Garbage disposal crisis haunts Cochin

TRIVANDRUM - After the capital city, Kerala’s commercial hub of Cochin is facing the garbage disposal crisis.



By T.k. Devasia

Published: Wed 20 Feb 2013, 12:16 AM

Last updated: Tue 7 Apr 2015, 3:32 PM

Wastes have started piling up in the overcrowded city since with local residents blocking vehicles carrying the waste to the Brahmapuram plant, coming under the Puthencruz village council, from Sunday.

On Monday, they prevented the vehicles carrying the city wastes to the plant by blocking the roads leading to the plant. The villagers resorted to the extreme step after the City Corporation ignored the stop memo issued by the village council on Saturday in the aftermath of a fire that broke out at the plastics heaped at the plant on Friday.

Earlier, on Saturday an angry mob set a waste-carrying-vehicle on fire and damaged six others on the premises of the plant. They were agitated over fumes and noxious odour that engulfed the area due to the fire.

Though the authorities did not initiate any action against the people involved in the incident the villagers gathered around the plant on Sunday morning and said they will not allow the plant to function.
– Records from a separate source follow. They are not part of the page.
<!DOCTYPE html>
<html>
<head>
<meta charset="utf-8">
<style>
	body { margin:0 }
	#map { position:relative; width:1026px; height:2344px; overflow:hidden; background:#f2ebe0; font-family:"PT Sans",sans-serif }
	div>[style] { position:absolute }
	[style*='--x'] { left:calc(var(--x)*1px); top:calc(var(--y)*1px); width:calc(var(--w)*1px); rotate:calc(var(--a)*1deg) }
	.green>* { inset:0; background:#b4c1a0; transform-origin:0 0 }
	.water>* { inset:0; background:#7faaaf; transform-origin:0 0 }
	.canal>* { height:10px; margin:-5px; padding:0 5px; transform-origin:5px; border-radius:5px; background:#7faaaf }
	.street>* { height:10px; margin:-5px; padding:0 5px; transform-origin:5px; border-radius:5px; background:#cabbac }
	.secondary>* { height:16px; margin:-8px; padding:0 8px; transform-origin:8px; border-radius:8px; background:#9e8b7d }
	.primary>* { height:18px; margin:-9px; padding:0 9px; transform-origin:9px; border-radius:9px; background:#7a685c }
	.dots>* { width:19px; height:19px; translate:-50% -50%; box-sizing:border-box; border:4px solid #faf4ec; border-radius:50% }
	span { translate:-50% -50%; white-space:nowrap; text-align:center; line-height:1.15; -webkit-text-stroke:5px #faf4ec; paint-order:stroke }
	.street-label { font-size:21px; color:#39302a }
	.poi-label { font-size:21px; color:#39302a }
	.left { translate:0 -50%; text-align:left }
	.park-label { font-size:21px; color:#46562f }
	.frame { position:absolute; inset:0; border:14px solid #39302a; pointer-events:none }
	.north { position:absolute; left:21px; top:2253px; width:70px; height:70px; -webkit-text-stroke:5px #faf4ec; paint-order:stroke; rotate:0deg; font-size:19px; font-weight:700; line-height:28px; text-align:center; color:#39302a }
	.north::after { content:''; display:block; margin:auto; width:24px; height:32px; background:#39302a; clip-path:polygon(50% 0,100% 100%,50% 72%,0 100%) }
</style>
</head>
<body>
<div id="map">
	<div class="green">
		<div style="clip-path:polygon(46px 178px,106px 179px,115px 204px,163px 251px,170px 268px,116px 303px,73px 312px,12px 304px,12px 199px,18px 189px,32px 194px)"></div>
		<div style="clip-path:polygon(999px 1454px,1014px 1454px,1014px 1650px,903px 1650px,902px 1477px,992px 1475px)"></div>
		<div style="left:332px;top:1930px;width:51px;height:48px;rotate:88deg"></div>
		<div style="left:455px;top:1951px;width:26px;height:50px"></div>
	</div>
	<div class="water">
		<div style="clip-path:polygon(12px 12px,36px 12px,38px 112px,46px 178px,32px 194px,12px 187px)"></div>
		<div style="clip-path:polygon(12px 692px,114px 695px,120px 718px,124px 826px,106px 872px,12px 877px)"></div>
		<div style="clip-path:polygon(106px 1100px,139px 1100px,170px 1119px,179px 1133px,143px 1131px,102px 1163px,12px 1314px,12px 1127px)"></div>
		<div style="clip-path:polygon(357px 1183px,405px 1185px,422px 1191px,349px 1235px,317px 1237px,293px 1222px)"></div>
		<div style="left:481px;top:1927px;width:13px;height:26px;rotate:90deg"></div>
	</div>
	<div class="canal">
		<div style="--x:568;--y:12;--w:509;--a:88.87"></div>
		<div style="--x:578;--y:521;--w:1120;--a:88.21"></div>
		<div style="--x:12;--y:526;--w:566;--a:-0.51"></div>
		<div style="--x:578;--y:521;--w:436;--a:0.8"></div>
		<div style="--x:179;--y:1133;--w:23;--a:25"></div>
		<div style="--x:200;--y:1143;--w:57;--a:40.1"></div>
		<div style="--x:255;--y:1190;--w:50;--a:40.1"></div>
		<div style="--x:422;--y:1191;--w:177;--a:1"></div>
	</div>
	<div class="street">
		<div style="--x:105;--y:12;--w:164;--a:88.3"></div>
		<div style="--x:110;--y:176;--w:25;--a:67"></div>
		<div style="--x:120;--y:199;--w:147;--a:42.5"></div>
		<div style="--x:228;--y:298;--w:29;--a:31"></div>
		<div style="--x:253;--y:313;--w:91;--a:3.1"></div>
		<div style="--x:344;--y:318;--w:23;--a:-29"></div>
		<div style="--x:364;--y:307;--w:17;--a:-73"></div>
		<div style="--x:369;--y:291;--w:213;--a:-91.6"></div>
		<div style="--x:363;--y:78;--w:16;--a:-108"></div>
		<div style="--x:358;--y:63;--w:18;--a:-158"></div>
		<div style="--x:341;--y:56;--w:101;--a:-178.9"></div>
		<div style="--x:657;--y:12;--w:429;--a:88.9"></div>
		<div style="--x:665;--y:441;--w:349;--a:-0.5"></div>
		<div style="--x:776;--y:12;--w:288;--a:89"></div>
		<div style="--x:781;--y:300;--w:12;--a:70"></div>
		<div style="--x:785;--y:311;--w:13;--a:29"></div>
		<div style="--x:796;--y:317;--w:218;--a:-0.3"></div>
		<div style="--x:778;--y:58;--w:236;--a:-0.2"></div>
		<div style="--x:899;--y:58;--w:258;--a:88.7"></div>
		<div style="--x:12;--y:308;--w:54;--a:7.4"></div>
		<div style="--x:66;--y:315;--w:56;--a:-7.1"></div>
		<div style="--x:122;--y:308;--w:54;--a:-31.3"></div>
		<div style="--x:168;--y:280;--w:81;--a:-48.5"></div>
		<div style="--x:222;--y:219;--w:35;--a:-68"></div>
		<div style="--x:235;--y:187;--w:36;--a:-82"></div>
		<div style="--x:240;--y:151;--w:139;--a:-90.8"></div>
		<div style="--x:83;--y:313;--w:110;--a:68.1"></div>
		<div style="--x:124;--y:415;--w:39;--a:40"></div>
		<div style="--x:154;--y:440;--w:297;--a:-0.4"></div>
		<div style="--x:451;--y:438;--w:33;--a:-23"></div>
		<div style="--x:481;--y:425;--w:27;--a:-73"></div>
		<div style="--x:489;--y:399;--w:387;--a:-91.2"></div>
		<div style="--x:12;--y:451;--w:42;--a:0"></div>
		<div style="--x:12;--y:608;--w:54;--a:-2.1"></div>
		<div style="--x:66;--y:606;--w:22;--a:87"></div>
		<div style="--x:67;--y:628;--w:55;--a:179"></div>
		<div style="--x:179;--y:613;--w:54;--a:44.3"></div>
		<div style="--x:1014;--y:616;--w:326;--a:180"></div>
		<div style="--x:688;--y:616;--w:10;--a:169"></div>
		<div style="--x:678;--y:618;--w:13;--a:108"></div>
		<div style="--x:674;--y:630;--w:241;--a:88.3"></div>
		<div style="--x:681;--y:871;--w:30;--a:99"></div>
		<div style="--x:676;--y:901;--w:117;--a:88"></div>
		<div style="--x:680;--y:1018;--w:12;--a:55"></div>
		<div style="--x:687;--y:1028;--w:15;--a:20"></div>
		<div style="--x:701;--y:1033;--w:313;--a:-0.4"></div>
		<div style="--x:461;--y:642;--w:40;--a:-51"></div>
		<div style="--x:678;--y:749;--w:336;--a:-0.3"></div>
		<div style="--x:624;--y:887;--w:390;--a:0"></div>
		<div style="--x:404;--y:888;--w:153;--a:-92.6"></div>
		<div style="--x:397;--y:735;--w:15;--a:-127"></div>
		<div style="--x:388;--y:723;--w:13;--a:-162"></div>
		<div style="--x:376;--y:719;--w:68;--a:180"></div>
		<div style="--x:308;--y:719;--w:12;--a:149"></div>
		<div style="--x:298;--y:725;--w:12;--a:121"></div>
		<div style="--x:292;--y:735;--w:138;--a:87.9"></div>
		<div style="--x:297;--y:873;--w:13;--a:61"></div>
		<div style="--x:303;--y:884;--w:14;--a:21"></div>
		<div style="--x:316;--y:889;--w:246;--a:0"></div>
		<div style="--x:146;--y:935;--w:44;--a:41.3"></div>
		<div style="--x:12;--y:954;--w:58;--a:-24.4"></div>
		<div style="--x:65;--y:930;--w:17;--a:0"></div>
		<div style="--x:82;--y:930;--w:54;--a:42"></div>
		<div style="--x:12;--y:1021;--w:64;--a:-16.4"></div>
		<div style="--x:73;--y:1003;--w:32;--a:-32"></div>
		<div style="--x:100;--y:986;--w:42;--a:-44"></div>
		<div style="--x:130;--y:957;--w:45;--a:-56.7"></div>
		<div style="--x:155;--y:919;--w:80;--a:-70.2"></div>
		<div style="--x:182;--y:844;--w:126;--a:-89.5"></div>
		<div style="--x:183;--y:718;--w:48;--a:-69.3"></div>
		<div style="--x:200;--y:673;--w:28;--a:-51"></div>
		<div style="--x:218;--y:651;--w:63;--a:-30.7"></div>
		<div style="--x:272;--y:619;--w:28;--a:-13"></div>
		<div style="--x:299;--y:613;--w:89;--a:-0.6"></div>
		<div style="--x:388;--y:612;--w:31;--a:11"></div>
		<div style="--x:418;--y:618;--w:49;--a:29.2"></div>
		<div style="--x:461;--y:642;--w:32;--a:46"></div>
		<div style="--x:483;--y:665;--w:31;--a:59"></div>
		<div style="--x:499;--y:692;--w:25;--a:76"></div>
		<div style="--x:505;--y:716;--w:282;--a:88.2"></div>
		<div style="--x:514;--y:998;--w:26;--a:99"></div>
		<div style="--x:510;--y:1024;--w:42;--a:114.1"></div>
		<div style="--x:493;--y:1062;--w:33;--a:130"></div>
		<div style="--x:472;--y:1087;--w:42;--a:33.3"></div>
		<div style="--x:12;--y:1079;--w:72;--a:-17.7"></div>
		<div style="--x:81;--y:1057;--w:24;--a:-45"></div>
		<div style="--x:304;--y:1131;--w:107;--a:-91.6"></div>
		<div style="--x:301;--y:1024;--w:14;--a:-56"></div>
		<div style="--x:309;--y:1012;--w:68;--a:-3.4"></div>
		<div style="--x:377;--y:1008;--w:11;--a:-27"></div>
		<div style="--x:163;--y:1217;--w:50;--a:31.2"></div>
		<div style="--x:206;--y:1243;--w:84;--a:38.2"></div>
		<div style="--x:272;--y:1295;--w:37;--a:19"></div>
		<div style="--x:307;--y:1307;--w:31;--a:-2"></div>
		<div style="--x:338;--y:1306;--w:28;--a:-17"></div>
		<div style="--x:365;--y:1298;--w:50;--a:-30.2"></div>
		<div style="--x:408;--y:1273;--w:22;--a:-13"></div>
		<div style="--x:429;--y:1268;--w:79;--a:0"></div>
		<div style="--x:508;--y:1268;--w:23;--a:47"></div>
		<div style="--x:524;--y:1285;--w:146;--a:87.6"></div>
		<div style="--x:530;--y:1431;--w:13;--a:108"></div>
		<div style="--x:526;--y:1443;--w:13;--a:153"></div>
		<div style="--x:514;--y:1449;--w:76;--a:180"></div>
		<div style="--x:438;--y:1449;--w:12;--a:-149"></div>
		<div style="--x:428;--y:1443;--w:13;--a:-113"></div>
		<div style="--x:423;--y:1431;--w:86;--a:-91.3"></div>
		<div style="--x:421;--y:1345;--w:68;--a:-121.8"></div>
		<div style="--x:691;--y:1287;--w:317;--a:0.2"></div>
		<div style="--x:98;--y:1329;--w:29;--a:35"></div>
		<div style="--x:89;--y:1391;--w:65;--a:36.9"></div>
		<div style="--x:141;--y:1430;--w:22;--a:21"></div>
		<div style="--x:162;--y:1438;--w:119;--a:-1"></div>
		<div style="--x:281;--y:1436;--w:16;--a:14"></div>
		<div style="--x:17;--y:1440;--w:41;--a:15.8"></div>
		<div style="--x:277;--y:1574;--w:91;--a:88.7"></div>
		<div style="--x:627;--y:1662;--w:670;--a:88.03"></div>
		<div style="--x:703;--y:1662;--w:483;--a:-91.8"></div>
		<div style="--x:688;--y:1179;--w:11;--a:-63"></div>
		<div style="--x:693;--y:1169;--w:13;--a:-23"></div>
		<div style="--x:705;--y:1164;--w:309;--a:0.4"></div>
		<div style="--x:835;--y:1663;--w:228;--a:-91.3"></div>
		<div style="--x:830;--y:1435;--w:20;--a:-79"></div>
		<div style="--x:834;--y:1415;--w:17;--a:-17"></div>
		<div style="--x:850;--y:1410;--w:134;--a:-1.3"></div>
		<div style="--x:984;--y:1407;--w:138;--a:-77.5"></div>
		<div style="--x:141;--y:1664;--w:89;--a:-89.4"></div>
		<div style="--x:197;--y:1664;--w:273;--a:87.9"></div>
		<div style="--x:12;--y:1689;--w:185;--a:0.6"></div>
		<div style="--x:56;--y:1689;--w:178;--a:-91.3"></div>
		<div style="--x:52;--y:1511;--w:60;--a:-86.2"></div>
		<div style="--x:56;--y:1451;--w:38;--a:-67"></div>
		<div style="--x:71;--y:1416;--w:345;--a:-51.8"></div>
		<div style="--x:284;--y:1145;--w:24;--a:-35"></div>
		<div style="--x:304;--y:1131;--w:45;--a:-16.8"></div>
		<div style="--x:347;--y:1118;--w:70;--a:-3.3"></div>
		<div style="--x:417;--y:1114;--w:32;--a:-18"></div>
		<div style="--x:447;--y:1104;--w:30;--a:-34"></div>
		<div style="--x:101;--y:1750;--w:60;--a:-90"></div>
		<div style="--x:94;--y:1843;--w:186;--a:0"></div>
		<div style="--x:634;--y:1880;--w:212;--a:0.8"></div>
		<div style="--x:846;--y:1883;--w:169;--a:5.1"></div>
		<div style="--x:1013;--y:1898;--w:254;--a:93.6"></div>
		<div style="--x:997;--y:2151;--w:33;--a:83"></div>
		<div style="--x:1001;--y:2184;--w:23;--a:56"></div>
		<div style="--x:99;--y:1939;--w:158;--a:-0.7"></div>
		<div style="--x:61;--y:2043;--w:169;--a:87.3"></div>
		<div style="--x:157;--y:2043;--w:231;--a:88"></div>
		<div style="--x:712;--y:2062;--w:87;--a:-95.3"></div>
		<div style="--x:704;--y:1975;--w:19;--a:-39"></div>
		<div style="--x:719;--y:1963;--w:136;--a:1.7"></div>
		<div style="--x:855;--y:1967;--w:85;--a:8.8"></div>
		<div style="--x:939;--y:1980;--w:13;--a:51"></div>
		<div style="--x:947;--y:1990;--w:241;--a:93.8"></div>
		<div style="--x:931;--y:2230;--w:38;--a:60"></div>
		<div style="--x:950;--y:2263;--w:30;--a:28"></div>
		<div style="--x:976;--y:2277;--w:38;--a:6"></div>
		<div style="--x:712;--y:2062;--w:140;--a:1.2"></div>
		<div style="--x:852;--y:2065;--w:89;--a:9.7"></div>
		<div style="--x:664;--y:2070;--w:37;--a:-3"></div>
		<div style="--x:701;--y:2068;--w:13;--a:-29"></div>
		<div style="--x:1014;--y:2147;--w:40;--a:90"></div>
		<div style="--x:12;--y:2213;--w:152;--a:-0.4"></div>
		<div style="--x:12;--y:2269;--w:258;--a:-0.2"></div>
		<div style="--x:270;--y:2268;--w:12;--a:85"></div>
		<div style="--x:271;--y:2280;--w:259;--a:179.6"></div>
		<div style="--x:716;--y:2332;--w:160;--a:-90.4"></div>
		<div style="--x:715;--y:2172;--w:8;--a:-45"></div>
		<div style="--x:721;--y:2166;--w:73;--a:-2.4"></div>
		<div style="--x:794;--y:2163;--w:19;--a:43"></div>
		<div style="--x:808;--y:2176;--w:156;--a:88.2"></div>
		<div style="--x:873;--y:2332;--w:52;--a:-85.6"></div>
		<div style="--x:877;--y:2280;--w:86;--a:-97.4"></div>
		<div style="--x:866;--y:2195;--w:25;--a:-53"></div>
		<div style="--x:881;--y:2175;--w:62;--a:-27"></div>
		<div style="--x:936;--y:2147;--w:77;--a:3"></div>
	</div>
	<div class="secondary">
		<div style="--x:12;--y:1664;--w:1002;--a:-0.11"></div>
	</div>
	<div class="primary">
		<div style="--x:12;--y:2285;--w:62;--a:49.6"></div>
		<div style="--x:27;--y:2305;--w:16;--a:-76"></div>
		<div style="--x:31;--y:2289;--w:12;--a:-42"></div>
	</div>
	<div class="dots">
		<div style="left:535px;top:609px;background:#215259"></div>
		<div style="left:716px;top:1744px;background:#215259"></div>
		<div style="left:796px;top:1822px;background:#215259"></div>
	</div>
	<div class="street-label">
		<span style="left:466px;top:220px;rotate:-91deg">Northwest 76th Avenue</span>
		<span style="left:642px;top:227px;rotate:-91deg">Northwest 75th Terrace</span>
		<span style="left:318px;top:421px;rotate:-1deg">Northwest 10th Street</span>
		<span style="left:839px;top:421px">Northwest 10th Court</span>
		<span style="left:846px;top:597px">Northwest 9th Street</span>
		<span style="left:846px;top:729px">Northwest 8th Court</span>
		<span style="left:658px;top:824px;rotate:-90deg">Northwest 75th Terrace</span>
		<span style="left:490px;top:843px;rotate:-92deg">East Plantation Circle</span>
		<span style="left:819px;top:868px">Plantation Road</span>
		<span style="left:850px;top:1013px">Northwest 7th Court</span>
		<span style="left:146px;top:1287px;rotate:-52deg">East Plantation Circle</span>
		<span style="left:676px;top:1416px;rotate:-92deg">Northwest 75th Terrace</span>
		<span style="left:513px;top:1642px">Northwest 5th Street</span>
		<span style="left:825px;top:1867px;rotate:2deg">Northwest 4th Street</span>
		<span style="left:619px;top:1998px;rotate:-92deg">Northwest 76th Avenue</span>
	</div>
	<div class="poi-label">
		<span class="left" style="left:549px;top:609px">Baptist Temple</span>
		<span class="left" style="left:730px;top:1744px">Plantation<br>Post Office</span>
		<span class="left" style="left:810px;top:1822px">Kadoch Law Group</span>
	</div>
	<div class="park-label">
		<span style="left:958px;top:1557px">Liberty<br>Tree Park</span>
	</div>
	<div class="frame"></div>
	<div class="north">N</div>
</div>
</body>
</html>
Local MLA V.P. Sajeendran said that the people may force the closure of the unit as the people at Vilappilsala in the capital city of Trivandrum did if the authorities did not solve the environmental problems faced by them.

“We have been allowing the city corporation to operate the plant considering the difficulties faced by them in disposing the city wastes but if they ignore the health hazards caused to the people we will have no option other than shutting down the unit,” he added.

The people at Vilappilsala led by the village council had shut down the plant treating the capital city wastes in December 2011 after authorities ignored their complaints. They have not allowed any waste to be brought to the plant since then despite force and numerous court orders.

This led to serious health problems, including spread of epidemics in the city. The situation in Cochin will be more serious since the city, which is sought to be elevated as a global city, lacks enough space for dumping the wastes.

The local protests are likely to affect the state government’s move to produce energy from nearly 500 tonnes of waste material being processed at the plant daily now. The Rs3.5 billion project was proposed with the twin purpose of generating electricity and reducing the contamination of air and water. It is not sure whether the village will allow the project in the light of the latest developments.